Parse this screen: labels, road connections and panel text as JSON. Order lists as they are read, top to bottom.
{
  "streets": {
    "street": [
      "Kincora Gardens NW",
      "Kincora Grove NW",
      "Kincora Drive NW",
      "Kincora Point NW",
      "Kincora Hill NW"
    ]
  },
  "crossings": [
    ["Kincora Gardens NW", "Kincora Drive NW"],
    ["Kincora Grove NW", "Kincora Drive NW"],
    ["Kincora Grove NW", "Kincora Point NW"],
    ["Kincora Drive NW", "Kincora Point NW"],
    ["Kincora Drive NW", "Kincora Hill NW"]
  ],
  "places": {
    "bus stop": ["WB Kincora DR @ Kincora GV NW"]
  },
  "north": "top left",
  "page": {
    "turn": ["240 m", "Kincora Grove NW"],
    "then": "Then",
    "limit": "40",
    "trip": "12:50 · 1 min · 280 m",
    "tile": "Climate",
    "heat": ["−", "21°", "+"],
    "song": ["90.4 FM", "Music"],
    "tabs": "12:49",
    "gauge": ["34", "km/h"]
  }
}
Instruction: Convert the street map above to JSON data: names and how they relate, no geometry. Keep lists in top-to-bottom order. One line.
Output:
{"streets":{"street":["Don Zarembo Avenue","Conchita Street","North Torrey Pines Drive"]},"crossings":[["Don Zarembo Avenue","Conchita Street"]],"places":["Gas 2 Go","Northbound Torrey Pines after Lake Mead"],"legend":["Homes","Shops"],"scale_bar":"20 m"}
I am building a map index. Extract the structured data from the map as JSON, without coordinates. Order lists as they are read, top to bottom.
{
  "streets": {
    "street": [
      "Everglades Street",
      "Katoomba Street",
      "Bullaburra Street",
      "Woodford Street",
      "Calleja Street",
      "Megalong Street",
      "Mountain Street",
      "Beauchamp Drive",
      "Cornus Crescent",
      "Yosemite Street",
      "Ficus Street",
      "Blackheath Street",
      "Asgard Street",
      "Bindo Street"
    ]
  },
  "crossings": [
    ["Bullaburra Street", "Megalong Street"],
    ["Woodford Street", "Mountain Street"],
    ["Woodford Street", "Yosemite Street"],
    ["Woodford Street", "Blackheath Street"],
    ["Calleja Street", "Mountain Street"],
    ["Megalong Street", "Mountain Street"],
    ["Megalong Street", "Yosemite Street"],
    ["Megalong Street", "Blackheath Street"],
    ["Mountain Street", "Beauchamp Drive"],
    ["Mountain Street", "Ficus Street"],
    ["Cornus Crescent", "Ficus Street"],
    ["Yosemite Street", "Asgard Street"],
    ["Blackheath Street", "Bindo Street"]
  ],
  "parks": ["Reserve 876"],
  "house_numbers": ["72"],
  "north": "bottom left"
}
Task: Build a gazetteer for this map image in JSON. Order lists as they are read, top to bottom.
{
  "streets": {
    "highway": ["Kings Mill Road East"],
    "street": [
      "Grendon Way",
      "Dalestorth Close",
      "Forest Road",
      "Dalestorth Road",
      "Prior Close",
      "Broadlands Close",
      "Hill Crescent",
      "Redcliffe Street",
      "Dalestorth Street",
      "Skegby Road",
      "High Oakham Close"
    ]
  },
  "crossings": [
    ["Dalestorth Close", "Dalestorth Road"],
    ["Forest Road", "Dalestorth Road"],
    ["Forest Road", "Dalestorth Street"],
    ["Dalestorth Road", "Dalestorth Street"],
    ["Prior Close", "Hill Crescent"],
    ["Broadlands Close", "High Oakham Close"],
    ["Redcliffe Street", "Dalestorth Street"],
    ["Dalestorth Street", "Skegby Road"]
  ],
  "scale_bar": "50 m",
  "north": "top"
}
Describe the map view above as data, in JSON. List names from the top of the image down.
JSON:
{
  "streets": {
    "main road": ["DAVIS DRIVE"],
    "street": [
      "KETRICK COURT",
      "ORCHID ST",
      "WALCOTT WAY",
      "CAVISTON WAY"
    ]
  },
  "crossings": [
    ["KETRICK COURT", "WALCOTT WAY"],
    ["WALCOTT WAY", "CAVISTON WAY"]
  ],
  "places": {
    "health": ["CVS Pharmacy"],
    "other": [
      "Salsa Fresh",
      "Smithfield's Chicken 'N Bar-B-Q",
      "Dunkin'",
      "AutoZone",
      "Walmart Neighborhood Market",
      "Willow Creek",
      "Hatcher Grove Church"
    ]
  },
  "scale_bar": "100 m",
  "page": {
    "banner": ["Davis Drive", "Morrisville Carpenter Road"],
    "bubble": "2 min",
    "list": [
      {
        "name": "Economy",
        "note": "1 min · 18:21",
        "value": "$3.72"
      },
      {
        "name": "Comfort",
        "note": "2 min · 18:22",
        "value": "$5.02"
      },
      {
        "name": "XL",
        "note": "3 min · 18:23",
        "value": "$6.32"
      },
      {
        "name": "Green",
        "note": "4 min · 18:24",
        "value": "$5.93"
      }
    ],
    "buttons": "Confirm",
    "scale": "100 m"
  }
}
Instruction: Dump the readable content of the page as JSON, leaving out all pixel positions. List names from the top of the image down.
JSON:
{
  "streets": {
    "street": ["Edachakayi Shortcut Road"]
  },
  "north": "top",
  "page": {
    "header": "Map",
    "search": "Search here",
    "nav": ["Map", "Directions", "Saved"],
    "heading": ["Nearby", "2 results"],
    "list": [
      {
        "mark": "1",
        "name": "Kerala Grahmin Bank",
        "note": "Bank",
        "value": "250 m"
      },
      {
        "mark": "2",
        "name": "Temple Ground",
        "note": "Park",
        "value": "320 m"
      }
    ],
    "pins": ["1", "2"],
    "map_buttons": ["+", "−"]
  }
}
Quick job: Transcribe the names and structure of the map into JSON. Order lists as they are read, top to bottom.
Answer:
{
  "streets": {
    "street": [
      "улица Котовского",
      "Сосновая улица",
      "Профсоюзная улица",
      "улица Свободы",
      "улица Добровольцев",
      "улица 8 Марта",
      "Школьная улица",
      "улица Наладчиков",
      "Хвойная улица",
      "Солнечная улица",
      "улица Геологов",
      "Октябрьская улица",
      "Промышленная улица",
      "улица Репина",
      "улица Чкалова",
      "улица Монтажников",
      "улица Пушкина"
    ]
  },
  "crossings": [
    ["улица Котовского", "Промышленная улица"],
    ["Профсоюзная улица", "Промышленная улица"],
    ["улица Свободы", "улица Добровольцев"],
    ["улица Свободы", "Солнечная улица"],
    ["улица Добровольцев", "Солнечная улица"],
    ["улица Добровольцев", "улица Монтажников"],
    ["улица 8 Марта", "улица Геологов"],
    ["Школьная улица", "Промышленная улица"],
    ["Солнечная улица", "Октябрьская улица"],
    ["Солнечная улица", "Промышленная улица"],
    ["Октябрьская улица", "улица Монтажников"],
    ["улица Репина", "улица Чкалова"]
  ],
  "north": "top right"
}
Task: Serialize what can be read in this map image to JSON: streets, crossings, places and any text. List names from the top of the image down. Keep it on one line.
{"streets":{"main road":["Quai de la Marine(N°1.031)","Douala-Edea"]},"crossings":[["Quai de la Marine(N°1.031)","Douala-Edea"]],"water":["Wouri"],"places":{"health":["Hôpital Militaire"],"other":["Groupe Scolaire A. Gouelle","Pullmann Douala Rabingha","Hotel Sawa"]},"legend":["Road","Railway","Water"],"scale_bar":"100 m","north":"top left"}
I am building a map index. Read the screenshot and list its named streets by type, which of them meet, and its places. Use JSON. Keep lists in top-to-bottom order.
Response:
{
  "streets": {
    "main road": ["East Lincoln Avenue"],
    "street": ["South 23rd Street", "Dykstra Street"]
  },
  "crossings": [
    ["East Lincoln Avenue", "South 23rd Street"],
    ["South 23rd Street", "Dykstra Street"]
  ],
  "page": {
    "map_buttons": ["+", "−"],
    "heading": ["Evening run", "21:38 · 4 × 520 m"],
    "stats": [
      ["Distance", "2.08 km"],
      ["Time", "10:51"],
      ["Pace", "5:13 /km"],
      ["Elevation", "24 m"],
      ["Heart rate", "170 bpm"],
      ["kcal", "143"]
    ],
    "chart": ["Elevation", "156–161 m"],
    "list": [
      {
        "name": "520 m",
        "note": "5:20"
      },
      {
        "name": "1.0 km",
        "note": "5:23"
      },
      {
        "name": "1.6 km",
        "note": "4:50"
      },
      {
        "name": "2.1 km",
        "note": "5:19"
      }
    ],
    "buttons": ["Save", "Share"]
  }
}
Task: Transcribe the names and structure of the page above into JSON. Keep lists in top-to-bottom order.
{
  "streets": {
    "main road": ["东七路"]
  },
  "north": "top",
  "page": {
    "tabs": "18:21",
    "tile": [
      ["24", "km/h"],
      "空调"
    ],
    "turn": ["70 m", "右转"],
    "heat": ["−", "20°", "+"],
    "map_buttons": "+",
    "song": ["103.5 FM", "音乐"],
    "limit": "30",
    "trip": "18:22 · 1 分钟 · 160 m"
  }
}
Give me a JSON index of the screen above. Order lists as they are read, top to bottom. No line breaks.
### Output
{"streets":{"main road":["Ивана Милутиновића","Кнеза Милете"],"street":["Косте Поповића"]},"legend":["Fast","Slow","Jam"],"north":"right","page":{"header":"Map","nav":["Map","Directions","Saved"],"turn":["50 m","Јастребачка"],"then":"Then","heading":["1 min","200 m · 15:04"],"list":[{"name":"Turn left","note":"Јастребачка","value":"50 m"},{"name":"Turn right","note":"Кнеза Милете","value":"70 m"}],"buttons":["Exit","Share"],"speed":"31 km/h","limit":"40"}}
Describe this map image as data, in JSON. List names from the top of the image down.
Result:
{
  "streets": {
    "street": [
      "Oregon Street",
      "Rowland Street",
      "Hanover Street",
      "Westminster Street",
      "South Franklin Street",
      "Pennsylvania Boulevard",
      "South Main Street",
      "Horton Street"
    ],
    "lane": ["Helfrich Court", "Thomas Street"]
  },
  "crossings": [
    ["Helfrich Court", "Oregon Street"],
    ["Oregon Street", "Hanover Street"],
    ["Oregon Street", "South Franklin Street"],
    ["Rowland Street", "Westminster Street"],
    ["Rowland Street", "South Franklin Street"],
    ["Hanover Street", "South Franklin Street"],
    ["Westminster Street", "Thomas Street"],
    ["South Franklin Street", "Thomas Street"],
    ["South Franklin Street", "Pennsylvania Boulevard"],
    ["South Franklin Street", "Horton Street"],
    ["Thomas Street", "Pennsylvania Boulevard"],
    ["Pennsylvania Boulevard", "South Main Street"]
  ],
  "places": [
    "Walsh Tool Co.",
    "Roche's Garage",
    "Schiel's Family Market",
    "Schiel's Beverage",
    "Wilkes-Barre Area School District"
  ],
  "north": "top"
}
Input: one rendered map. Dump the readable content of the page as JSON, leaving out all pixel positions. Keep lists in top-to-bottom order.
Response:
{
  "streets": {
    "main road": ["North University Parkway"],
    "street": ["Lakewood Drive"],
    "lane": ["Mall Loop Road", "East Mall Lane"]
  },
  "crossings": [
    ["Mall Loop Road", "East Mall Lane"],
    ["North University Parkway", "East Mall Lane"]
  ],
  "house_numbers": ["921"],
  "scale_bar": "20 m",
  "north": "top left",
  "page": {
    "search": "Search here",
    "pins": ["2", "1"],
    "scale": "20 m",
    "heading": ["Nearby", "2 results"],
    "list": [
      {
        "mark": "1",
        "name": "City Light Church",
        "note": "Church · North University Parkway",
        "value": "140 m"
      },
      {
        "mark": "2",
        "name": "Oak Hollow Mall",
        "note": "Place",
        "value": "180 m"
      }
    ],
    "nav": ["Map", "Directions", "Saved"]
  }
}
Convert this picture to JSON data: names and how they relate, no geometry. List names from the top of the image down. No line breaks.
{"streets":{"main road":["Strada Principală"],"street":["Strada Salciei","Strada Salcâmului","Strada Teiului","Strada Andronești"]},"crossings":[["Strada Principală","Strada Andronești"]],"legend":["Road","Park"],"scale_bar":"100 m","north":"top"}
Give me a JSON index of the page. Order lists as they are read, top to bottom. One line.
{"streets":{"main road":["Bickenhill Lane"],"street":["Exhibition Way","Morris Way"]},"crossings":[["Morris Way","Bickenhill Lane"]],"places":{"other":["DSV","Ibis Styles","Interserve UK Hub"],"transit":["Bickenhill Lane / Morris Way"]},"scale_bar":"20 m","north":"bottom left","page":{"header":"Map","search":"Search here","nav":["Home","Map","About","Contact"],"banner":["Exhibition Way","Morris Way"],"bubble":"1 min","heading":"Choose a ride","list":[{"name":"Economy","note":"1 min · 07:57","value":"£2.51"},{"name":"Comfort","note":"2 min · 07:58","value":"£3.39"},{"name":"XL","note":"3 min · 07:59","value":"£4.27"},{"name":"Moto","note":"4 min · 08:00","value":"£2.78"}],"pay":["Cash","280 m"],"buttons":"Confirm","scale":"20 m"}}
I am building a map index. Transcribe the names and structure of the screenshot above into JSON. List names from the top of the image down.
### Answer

··········

Work request –
Which of the lines in the material carry the string "Dump"? Pull them out.

Output below –
Instruction: Dump the readable content of the page as JSON, leaving out all pixel positions. List names from the top of the image down.
Input: one rendered map. Dump the readable content of the page as JSON, leaving out all pixel positions. Keep lists in top-to-bottom order.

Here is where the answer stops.